You want a selfie with Cleopatra in the Dubai Mall food court? Done.
Napoleon at your cousin’s wedding in Riyadh? Sure.
Kant giving you bunny ears while you vape on a beach in Ibiza? We regret to inform you it already exists.

Naturally, Instagram imploded. TikTok followed. Ethics committees have not yet responded because most of their members are too busy taking smiling pictures with John Locke in front of Starbucks.

Welcome to another moral migraine in Techville.

Let’s pause for breath. What does EGO-Snap really do? Technically, nothing illegal. It doesn’t deepfake videos, (intentionally) spread misinformation or hack anyone’s likeness for profit (unless you count the optional “Buy merch with your Gandhi selfie!” button). It simply lets you insert yourself into a simulated moment with anyone you admire or wish to impress your followers with.

It is, in theory, harmless. But then again, so was the banana gorilla.
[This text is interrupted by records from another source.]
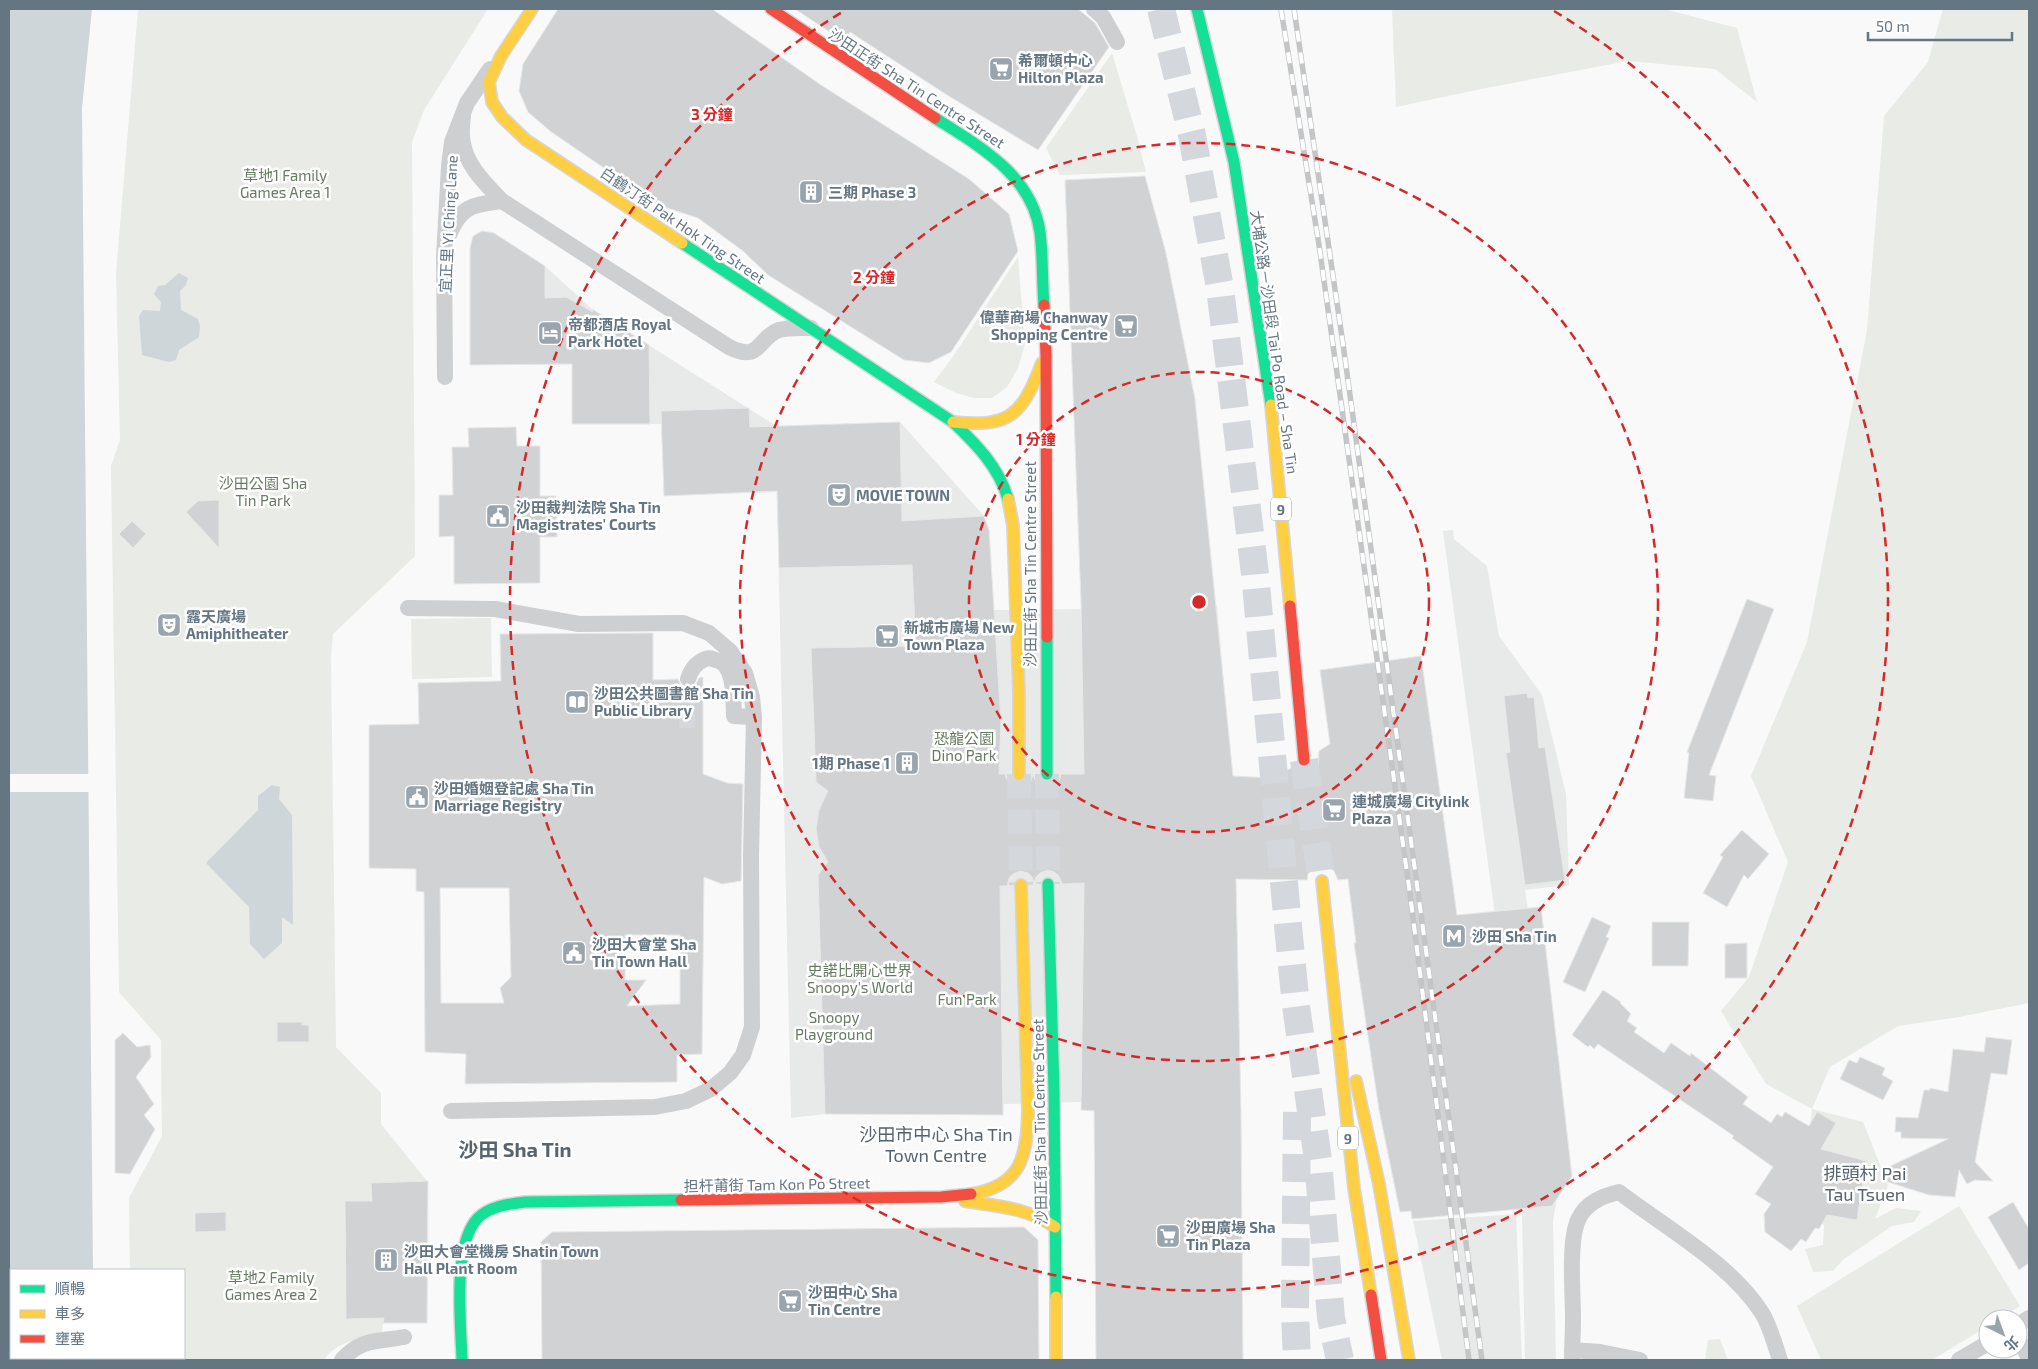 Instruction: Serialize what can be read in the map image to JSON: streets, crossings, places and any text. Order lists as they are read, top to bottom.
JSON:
{
  "streets": {
    "main road": [
      "沙田正街 Sha Tin Centre Street",
      "白鶴汀街 Pak Hok Ting Street",
      "大埔公路－沙田段 Tai Po Road – Sha Tin",
      "9",
      "担杆莆街 Tam Kon Po Street"
    ],
    "street": ["宜正里 Yi Ching Lane"]
  },
  "crossings": [
    ["沙田正街 Sha Tin Centre Street", "白鶴汀街 Pak Hok Ting Street"],
    ["沙田正街 Sha Tin Centre Street", "担杆莆街 Tam Kon Po Street"],
    ["宜正里 Yi Ching Lane", "白鶴汀街 Pak Hok Ting Street"]
  ],
  "districts": ["沙田市中心 Sha Tin Town Centre", "沙田 Sha Tin", "排頭村 Pai Tau Tsuen"],
  "parks": [
    "草地1 Family Games Area 1",
    "沙田公園 Sha Tin Park",
    "恐龍公園 Dino Park",
    "史諾比開心世界 Snoopy's World",
    "Fun Park",
    "Snoopy Playground",
    "草地2 Family Games Area 2"
  ],
  "places": {
    "supermarket": [
      "希爾頓中心 Hilton Plaza",
      "偉華商場 Chanway Shopping Centre",
      "新城市廣場 New Town Plaza",
      "連城廣場 Citylink Plaza",
      "沙田廣場 Sha Tin Plaza",
      "沙田中心 Sha Tin Centre"
    ],
    "building": ["三期 Phase 3", "1期 Phase 1", "沙田大會堂機房 Shatin Town Hall Plant Room"],
    "hotel": ["帝都酒店 Royal Park Hotel"],
    "theatre": ["MOVIE TOWN", "露天廣場 Amiphitheater"],
    "public building": ["沙田裁判法院 Sha Tin Magistrates' Courts", "沙田婚姻登記處 Sha Tin Marriage Registry", "沙田大會堂 Sha Tin Town Hall"],
    "library": ["沙田公共圖書館 Sha Tin Public Library"],
    "metro station": ["沙田 Sha Tin"]
  },
  "legend": ["順暢", "車多", "壅塞"],
  "scale_bar": "50 m",
  "north": "bottom right",
  "rings": ["3 分鐘", "2 分鐘", "1 分鐘"]
}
We know how that ended.

The philosopher Jean Baudrillard warned us long ago: “We live in a world where there is more and more information, and less and less meaning.” 

What EGO-Snap offers isn’t memory. It’s spectacle. Not legacy, but vanity. Ethically, it’s like mixing a museum, a seance and a nightclub bathroom.

At the heart of the issue lies consent, or the absence thereof.

Does Marcus Aurelius get a say in being digitally positioned next to a 23-year-old lifestyle coach who is holding a matcha latte, captioned “Stoic vibes only”? Does the Dalai Lama, currently very much alive, have to watch as thousands of slightly awkward young men pose with his AI-simulated self in dim gym lighting for “enlightenment gains”?

Technically, these aren’t images of the real people. They are AI reconstructions based on publicly available data, artistic approximations and just enough wiggle room to avoid lawsuits. But in the realm of public trust, that line doesn’t matter.

This is not history. It’s history-themed entertainment. It’s “Great Men of Civilization,” sponsored by filters and flat stomachs.

And yet the device is addictively democratic. Everyone can now appear important. You too can be the protagonist of a fake documentary featuring your AI-generated hike with Nelson Mandela. You can “remember” the time you did karaoke with Shakespeare, though he looks suspiciously like Benedict Cumberbatch in a neck ruff.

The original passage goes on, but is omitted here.